The data must be returned in full, with no character altered.

[Stored items]
§ §

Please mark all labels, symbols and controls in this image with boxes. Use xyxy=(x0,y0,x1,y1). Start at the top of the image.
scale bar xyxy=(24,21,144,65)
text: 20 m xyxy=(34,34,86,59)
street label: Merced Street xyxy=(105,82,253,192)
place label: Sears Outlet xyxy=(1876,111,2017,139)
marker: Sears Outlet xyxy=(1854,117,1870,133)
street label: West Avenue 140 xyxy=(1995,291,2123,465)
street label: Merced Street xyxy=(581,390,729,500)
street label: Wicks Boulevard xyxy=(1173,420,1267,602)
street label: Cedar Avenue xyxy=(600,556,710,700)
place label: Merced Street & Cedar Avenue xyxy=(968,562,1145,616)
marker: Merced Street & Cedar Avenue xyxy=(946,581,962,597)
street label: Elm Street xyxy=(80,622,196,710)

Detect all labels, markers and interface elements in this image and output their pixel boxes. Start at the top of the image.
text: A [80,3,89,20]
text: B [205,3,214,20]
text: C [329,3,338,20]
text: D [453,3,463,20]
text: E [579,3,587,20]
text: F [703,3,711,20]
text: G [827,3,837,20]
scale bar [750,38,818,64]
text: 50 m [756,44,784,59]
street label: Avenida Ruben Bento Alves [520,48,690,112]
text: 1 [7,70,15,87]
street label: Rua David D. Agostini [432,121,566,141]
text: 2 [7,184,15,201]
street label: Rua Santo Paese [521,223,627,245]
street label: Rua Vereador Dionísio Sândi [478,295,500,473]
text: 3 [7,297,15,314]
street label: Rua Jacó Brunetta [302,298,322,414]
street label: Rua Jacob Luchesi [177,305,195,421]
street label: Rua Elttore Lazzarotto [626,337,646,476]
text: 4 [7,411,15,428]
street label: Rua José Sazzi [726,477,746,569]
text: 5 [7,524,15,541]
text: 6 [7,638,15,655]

§ §

▶ **Exercise solution**
Please mark all labels, symbols and controls in this image with boxes. Use xyxy=(x0,y0,x1,y1). Start at the top of the image.
scale bar xyxy=(24,21,144,65)
text: 20 m xyxy=(34,34,86,59)
street label: Merced Street xyxy=(105,82,253,192)
place label: Sears Outlet xyxy=(1876,111,2017,139)
marker: Sears Outlet xyxy=(1854,117,1870,133)
street label: West Avenue 140 xyxy=(1995,291,2123,465)
street label: Merced Street xyxy=(581,390,729,500)
street label: Wicks Boulevard xyxy=(1173,420,1267,602)
street label: Cedar Avenue xyxy=(600,556,710,700)
place label: Merced Street & Cedar Avenue xyxy=(968,562,1145,616)
marker: Merced Street & Cedar Avenue xyxy=(946,581,962,597)
street label: Elm Street xyxy=(80,622,196,710)

Detect all labels, markers and interface elements in this image and output their pixel boxes. Start at the top of the image.
text: A [80,3,89,20]
text: B [205,3,214,20]
text: C [329,3,338,20]
text: D [453,3,463,20]
text: E [579,3,587,20]
text: F [703,3,711,20]
text: G [827,3,837,20]
scale bar [750,38,818,64]
text: 50 m [756,44,784,59]
street label: Avenida Ruben Bento Alves [520,48,690,112]
text: 1 [7,70,15,87]
street label: Rua David D. Agostini [432,121,566,141]
text: 2 [7,184,15,201]
street label: Rua Santo Paese [521,223,627,245]
street label: Rua Vereador Dionísio Sândi [478,295,500,473]
text: 3 [7,297,15,314]
street label: Rua Jacó Brunetta [302,298,322,414]
street label: Rua Jacob Luchesi [177,305,195,421]
street label: Rua Elttore Lazzarotto [626,337,646,476]
text: 4 [7,411,15,428]
street label: Rua José Sazzi [726,477,746,569]
text: 5 [7,524,15,541]
text: 6 [7,638,15,655]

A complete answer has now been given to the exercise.